Age is an important risk factor for senile cataract. As a person ages, the chance of developing a senile cataract increases. In the Framingham Eye Study from 1973-1975, the number of total and new cases of senile cataract rose dramatically from 23.0 cases per 100,000 and 3.5 cases per 100,000, respectively, in persons aged 45-64 years to 492.2 cases per 100,000 and 40.8 cases per 100,000 in persons aged 85 years and older.

Clinical

History

Careful history taking is essential in determining the progression and functional impairment in vision resulting from the cataract and in identifying other possible causes for the lens opacity. A patient with senile cataract often presents with a history of gradual progressive deterioration and disturbance in vision. Such visual aberrations are varied depending on the type of cataract present in the patient.
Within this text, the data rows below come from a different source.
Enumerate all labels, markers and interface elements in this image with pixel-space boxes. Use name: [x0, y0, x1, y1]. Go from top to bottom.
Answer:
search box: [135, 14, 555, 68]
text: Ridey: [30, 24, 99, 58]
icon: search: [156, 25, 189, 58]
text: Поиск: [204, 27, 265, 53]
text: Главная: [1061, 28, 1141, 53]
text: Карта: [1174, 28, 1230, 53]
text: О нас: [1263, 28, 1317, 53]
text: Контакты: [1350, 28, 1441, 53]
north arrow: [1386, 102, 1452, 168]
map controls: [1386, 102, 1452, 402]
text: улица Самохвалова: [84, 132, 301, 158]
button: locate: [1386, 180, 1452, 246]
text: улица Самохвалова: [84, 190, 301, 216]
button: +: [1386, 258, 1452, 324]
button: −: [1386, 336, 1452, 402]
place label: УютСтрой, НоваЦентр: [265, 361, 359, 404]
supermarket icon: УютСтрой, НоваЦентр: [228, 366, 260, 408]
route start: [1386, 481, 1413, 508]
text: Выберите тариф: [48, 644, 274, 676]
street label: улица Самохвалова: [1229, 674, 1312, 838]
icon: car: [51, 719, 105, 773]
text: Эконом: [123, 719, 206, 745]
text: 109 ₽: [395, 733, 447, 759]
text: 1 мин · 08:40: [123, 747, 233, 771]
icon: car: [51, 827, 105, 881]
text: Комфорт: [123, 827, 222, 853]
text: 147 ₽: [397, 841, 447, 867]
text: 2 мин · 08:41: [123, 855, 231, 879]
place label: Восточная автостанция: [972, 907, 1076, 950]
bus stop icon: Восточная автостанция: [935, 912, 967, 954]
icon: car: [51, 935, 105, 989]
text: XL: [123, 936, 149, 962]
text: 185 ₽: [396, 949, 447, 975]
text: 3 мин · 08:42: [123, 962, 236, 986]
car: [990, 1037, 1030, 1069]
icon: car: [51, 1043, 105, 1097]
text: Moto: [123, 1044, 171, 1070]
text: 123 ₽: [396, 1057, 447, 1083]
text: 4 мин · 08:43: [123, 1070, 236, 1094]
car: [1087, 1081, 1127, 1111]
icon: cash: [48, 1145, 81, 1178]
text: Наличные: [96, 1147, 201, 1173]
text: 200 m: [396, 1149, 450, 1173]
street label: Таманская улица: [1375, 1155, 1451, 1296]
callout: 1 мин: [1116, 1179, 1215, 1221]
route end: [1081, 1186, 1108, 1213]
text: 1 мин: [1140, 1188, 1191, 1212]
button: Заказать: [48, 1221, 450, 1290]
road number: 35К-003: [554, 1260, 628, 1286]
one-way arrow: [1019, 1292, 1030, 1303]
  • Decreased visual acuity  
    • Decreased visual acuity is the most common complaint of patients with senile cataract. The cataract is considered clinically relevant if visual acuity is affected significantly. Furthermore, different types of cataracts produce different effects on visual acuity.
    • For example, a mild degree of posterior subcapsular cataract can produce a severe reduction in visual acuity with near acuity affected more than distance vision, presumably as a result of accommodative miosis. However, nuclear sclerotic cataracts often are associated with decreased distance acuity and good near vision.
    • A cortical cataract generally is not clinically relevant until late in its progression when cortical spokes compromise the visual axis. However, instances exist when a solitary cortical spoke occasionally results in significant involvement of the visual axis.
  • Glare
    • Increased glare is another common complaint of patients with senile cataracts. This complaint may include an entire spectrum from a decrease in contrast sensitivity in brightly lit environments or disabling glare during the day to glare with oncoming headlights at night.
    • Such visual disturbances are prominent particularly with posterior subcapsular cataracts and, to a lesser degree, with cortical cataracts. It is associated less frequently with nuclear sclerosis. Many patients may tolerate moderate levels of glare without much difficulty, and, as such, glare by itself does not require surgical management.
  • Myopic shift
    • The progression of cataracts may frequently increase the diopteric power of the lens resulting in a mild-to-moderate degree of myopia or myopic shift. Consequently, presbyopic patients report an increase in their near vision and less need for reading glasses as they experience the so-called second sight. However, such occurrence is temporary, and, as the optical quality of the lens deteriorates, the second sight is eventually lost.
    • Typically, myopic shift and second sight are not seen in cortical and posterior subcapsular cataracts. Furthermore, asymmetric development of the lens-induced myopia may result in significant symptomatic anisometropia that may require surgical management.
  • Monocular diplopia
    • At times, the nuclear changes are concentrated in the inner layers of the lens, resulting in a refractile area in the center of the lens, which often is seen best within the red reflex by retinoscopy or direct ophthalmoscopy.
    • Such a phenomenon may lead to monocular diplopia that is not corrected with spectacles, prisms, or contact lenses.

Physical

After a thorough history is taken, careful physical examination must be performed. The entire body habitus is checked for abnormalities that may point out systemic illnesses that affect the eye and cataract development.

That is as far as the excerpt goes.